Loading

ES|QL TOP_SNIPPETS function

Embedded
field
The field to extract snippets from. The input can be a single-valued or multi-valued field. In the case of a multi-valued argument, snippets are extracted from each value separately.
query
The input text containing only query terms for snippet extraction. Lucene query syntax, operators, and wildcards are not allowed.
options

(Optional) TOP_SNIPPETS additional options as function named parameters.

Use TOP_SNIPPETS to extract the best snippets for a given query string from a text field.

TOP_SNIPPETS can be used on fields from the text family like text and semantic_text. TOP_SNIPPETS will extract the best snippets for a given query string.

field query options result
keyword keyword named parameters keyword
keyword keyword keyword
text keyword named parameters keyword
text keyword keyword
num_snippets
(integer) The maximum number of matching snippets to return.
num_words

(integer) The maximum number of words to return in each snippet.
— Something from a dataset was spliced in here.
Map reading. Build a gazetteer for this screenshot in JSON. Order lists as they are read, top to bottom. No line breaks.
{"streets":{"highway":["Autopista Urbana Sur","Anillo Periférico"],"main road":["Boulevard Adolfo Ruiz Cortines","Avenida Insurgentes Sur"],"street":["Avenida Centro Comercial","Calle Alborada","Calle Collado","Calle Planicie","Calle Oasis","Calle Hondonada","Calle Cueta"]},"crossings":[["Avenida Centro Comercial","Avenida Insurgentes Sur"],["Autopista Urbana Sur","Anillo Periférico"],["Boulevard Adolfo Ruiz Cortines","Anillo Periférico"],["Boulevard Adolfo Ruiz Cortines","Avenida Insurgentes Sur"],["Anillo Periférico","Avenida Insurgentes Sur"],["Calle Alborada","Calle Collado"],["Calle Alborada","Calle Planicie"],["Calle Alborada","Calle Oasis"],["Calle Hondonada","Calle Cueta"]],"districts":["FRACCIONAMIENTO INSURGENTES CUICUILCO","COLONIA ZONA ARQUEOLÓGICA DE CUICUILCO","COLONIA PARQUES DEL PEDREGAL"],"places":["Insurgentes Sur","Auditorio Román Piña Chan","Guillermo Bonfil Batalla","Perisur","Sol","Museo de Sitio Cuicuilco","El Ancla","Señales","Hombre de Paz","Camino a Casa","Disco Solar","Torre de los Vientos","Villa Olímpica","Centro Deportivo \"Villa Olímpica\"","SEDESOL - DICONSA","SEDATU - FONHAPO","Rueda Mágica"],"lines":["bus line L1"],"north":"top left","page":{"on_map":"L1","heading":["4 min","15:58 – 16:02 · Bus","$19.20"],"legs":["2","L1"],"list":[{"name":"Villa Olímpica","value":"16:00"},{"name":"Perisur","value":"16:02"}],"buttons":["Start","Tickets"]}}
When set to 0, disables chunking entirely, the input field values are used as-is, which is useful when the text has already been chunked.

highlight
(boolean) When true, wraps matched query terms in the returned snippets with markup tags. Defaults to false.
pre_tag
(keyword) Opening tag for highlighted terms. Only applies when highlight is true. Defaults to <em>.
post_tag
(keyword) Closing tag for highlighted terms. Only applies when highlight is true. Defaults to </em>.
encoder

(keyword) Controls HTML encoding of snippet text before tagging: default (no encoding) or html. Only applies when highlight is true. Defaults to default.

FROM books
| EVAL snippets = TOP_SNIPPETS(description, "Tolkien")
		
book_no:keyword title:text snippets:keyword
1211 The brothers Karamazov null
1463 Realms of Tolkien: Images of Middle-earth Twenty new and familiar Tolkien artists are represented in this fabulous volume, breathing an extraordinary variety of life into 58 different scenes, each of which is accompanied by appropriate passage from The Hobbit and The Lord of the Rings and The Silmarillion
1502 Selected Passages from Correspondence with Friends null
1937 The Best Short Stories of Dostoevsky (Modern Library) null
1985 Brothers Karamazov null

FROM books
| WHERE MATCH(title, "Return")
| EVAL snippets = TOP_SNIPPETS(description, "Tolkien", { "num_snippets": 3, "num_words": 25 })
		
book_no:keyword title:text snippets:keyword
2714 Return of the King Being the Third Part of The Lord of the Rings [Concluding the story begun in The Hobbit, this is the final part of Tolkien s epic masterpiece, The Lord of the Rings, featuring an exclusive, Tolkien s epic masterpiece, The Lord of the Rings, featuring an exclusive cover image from the film, the definitive text, and a detailed map of, Tolkien s classic tale of magic and adventure, begun in The Fellowship of the Ring and The Two Towers, features the definitive edition of the]
7350 Return of the Shadow [Tolkien for long believed would be a far shorter book, 'a sequel to The Hobbit'., In The Return of the Shadow (an abandoned title for the first volume) Christopher Tolkien describes, with full citation of the earliest notes, outline plans, ) Christopher Tolkien describes, with full citation of the earliest notes, outline plans, and narrative drafts, the intricate evolution of The Fellowship of the Ring and]

FROM books
| WHERE MATCH(title, "return")
| RERANK "Tolkien" ON TOP_SNIPPETS(description, "Tolkien", { "num_snippets": 3, "num_words": 25 }) WITH { "inference_id" : "test_reranker" }
		
book_no:keyword title:text _score:double
2714 Return of the King Being the Third Part of The Lord of the Rings 0.007092198356986046
7350 Return of the Shadow 0.012500000186264515

This examples demonstrates how to use TOP_SNIPPETS with RERANK. By returning a fixed number of snippets with a limited size, we have more control over the number of tokens that are used for semantic reranking.

FROM books
| WHERE MATCH(title, "Return")
| EVAL snippets = TOP_SNIPPETS(description, "Tolkien", { "num_snippets": 1, "num_words": 25, "highlight": true })
		
book_no:keyword title:text snippets:keyword
2714 Return of the King Being the Third Part of The Lord of the Rings Concluding the story begun in The Hobbit, this is the final part of <em>Tolkien</em> s epic masterpiece, The Lord of the Rings, featuring an exclusive
7350 Return of the Shadow <em>Tolkien</em> for long believed would be a far shorter book, 'a sequel to The Hobbit'.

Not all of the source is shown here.